Three macronutrients that make up calories are carbohydrates, proteins, and fats.  With my experience working with women protein is normally the one that gets neglected.  Women seem to be less carnivorous than men and don’t tend to gravitate to foods high in protein such as lean meats.  The idea is to find other sources of protein than just meat.  I challenge you to record your eating for an average day and see what percentage of your calories are coming from protein.

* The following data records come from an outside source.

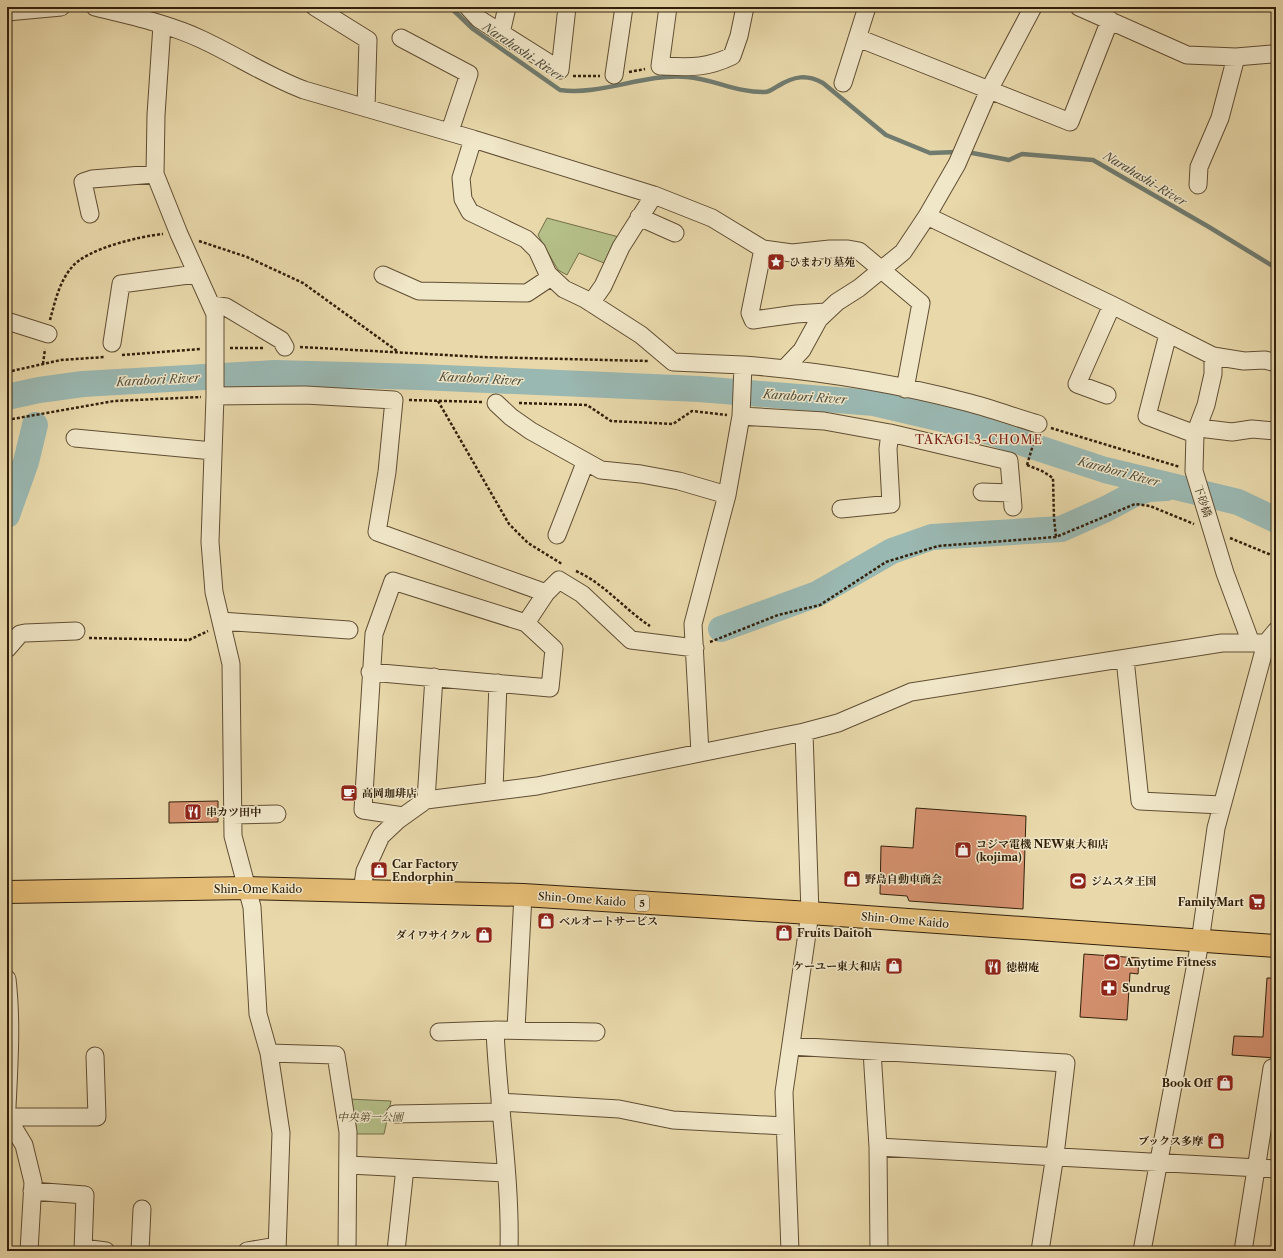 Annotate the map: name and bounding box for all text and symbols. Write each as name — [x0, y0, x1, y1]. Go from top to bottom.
water label: Narahashi-River — [479, 18, 568, 85]
water label: Narahashi-River — [1100, 147, 1191, 210]
place icon: ひまわり墓苑 — [766, 252, 786, 272]
place label: ひまわり墓苑 — [789, 255, 855, 269]
water label: Karabori River — [438, 369, 525, 388]
water label: Karabori River — [115, 370, 202, 389]
water label: Karabori River — [762, 386, 849, 407]
district label: TAKAGI 3-CHOME — [915, 432, 1043, 447]
water label: Karabori River — [1076, 453, 1163, 490]
street label: 下砂橋 — [1191, 483, 1215, 519]
cafe icon: 高岡珈琲店 — [339, 783, 359, 803]
place label: 高岡珈琲店 — [362, 786, 417, 800]
restaurant icon: 串カツ田中 — [183, 802, 203, 822]
place label: 串カツ田中 — [206, 805, 261, 819]
place label: コジマ電機 NEW東大和店 (kojima) — [976, 837, 1108, 864]
shop icon: コジマ電機 NEW東大和店 (kojima) — [953, 840, 973, 860]
place label: Car Factory Endorphin — [392, 857, 458, 884]
shop icon: Car Factory Endorphin — [369, 860, 389, 880]
shop icon: 野島自動車商会 — [842, 869, 862, 889]
sports icon: ジムスタ王国 — [1068, 871, 1088, 891]
place label: 野島自動車商会 — [865, 872, 942, 886]
place label: ジムスタ王国 — [1091, 874, 1157, 888]
street label: Shin-Ome Kaido — [214, 882, 302, 896]
street label: Shin-Ome Kaido — [537, 889, 627, 909]
supermarket icon: FamilyMart — [1247, 892, 1267, 912]
road number: 5 — [635, 895, 649, 911]
place label: FamilyMart — [1178, 895, 1245, 909]
street label: Shin-Ome Kaido — [860, 909, 950, 931]
shop icon: ベルオートサービス — [536, 911, 556, 931]
place label: ベルオートサービス — [559, 914, 658, 928]
shop icon: Fruits Daitoh — [774, 923, 794, 943]
shop icon: ダイワサイクル — [474, 925, 494, 945]
place label: Fruits Daitoh — [797, 926, 872, 940]
place label: ダイワサイクル — [396, 928, 471, 942]
sports icon: Anytime Fitness — [1102, 952, 1122, 972]
place label: Anytime Fitness — [1124, 955, 1216, 969]
shop icon: ケーユー東大和店 — [884, 956, 904, 976]
restaurant icon: 徳樹庵 — [983, 957, 1003, 977]
place label: ケーユー東大和店 — [793, 959, 881, 973]
place label: 徳樹庵 — [1006, 960, 1039, 974]
pharmacy icon: Sundrug — [1099, 978, 1119, 998]
place label: Sundrug — [1122, 981, 1171, 995]
shop icon: Book Off — [1215, 1073, 1235, 1093]
place label: Book Off — [1162, 1076, 1214, 1090]
park label: 中央第一公園 — [337, 1110, 405, 1124]
shop icon: ブックス多摩 — [1206, 1131, 1226, 1151]
place label: ブックス多摩 — [1138, 1134, 1204, 1148]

I’ll bet its lower than the recommended amount.  The problem with this is if your calories are not coming from protein then they are coming from either fats or carbs.  Like I mentioned in my last blog, carbohydrates will make blood sugars fluctuate which can lead to nautiousness, fatigue, and hunger.  Unlike carbs, proteins do not have that effect.  Protein is slower digesting and will not give you a blood sugar spike with a following crash.  Some of the morning sickness and nautiousness can be avoided by eating a protein source (food) with a carbohydrate source (food).  A balanced diet including carbohydrates, fats, and proteins are important for normal human health and function.
1/2 cup 1% cottage cheese: 14 g
8 ounce container low-fat yogurt: 9 to 12 g
1 cup skim milk: 8 g
1 ounce part-skim mozzarella cheese: 7 g
1 ounce cheddar cheese: 7 g
1 large fresh egg: 6 g

Beans, nuts, legumes 
1/2 cup raw tofu (firm): 20 g
1 cup cooked lentils: 18 g
1 cup canned black beans: 15 g
1 cup canned kidney beans: 13 g
1 cup canned garbanzos: 12 g
1 cup canned pinto beans: 12 g
2 tablespoons smooth peanut butter: 8 g
1 ounce dry roasted peanuts: 7 g
1 cup light plain soymilk: 6 g

Meat and poultry
1/2 roasted chicken breast (no skin): 27 g
3 ounce lean beef hamburger patty, broiled: 21g

Protein supplements such as a whey protein powder is a great way to add protein to your diet with out having to rely on preparing food.  I try to get at least 2 protein shakes a day.  I mix a whey protein isolate powder with frozen berries.  I use Isopure protein shake that has 25grams of protein, .5 grams of fat, 0 grams of carbohydrate and 105 calories.